___ LISTED RECORDS ___

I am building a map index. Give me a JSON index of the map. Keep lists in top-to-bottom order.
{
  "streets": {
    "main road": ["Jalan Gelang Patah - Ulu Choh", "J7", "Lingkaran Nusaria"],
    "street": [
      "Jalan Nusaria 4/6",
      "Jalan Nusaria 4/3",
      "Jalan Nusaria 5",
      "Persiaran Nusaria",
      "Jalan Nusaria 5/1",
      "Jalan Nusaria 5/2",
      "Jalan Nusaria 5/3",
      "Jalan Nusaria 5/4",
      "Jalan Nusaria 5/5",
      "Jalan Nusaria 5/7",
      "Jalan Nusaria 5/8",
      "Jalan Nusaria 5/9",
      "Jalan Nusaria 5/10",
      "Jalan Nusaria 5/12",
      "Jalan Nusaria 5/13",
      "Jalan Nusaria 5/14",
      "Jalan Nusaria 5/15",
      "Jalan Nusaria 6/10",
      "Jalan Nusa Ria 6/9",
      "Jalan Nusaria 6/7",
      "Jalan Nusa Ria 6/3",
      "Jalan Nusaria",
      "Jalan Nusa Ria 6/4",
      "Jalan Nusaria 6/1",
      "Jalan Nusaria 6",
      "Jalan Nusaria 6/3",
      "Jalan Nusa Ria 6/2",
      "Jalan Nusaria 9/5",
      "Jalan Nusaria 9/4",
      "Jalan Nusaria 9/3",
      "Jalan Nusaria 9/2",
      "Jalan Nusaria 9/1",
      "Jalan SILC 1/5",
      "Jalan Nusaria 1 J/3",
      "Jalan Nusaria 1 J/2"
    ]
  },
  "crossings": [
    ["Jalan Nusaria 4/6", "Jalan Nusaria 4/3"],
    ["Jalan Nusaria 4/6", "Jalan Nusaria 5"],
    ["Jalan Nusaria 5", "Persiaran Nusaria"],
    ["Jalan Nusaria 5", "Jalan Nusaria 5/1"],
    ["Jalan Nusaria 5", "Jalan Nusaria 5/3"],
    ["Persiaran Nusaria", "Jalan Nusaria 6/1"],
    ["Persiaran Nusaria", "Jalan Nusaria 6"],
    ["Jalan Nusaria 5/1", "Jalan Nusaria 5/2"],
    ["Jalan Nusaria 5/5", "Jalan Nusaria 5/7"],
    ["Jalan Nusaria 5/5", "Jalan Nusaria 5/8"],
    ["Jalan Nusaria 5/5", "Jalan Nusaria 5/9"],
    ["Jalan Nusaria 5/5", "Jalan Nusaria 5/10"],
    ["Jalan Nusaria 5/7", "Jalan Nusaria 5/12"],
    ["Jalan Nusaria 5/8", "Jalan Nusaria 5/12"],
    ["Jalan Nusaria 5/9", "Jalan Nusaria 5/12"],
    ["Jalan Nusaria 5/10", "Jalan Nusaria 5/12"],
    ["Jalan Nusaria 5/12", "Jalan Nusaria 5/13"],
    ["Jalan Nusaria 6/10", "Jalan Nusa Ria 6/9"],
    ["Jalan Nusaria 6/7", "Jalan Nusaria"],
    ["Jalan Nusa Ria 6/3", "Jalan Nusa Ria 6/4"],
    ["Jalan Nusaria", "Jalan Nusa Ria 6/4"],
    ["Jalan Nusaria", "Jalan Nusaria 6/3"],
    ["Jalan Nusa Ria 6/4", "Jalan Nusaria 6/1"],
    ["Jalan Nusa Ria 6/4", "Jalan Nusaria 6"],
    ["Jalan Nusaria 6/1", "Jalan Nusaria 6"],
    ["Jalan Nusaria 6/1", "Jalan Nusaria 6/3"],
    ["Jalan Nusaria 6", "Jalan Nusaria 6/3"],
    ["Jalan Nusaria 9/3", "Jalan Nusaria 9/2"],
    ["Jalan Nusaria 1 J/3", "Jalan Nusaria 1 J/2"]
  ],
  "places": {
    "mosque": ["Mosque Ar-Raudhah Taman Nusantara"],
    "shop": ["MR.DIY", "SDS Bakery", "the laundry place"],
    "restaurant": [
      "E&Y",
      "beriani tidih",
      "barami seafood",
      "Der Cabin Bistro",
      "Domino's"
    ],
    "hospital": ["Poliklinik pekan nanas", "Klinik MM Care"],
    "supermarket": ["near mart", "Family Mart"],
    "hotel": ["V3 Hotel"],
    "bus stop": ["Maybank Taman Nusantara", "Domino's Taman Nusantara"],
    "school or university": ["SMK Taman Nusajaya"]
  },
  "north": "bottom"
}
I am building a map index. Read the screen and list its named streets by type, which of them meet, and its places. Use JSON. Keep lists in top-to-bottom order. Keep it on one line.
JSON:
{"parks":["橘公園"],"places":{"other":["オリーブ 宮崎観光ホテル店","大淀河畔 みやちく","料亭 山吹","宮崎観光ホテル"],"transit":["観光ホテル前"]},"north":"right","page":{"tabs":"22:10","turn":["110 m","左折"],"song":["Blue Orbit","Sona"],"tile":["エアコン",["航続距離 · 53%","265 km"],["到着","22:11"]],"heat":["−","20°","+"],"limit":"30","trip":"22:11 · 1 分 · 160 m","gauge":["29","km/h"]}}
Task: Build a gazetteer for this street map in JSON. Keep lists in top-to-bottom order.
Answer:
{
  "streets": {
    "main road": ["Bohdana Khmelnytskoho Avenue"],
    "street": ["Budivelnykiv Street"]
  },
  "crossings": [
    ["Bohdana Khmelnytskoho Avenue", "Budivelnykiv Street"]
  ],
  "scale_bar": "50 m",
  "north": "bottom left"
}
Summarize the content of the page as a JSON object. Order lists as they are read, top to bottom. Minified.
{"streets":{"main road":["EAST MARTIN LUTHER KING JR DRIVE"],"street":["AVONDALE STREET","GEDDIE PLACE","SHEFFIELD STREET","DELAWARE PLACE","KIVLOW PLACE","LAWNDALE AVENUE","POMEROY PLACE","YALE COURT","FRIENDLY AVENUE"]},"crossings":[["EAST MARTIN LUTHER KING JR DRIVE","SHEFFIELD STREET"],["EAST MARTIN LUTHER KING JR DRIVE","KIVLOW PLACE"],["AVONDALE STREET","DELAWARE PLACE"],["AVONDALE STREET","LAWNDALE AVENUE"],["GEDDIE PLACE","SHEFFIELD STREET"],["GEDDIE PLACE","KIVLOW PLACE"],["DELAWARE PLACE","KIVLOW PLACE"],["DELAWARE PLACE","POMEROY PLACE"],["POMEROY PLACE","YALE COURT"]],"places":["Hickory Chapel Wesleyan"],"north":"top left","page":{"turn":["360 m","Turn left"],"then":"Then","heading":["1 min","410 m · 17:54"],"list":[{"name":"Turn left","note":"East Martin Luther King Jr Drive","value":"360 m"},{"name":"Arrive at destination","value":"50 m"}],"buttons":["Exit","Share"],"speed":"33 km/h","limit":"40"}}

___

* _REQUIREMENT_:
Could you work out how many lines in the records include "Keep"? Answer with the number only.

* _RESULT OF THIS EXERCISE_:
3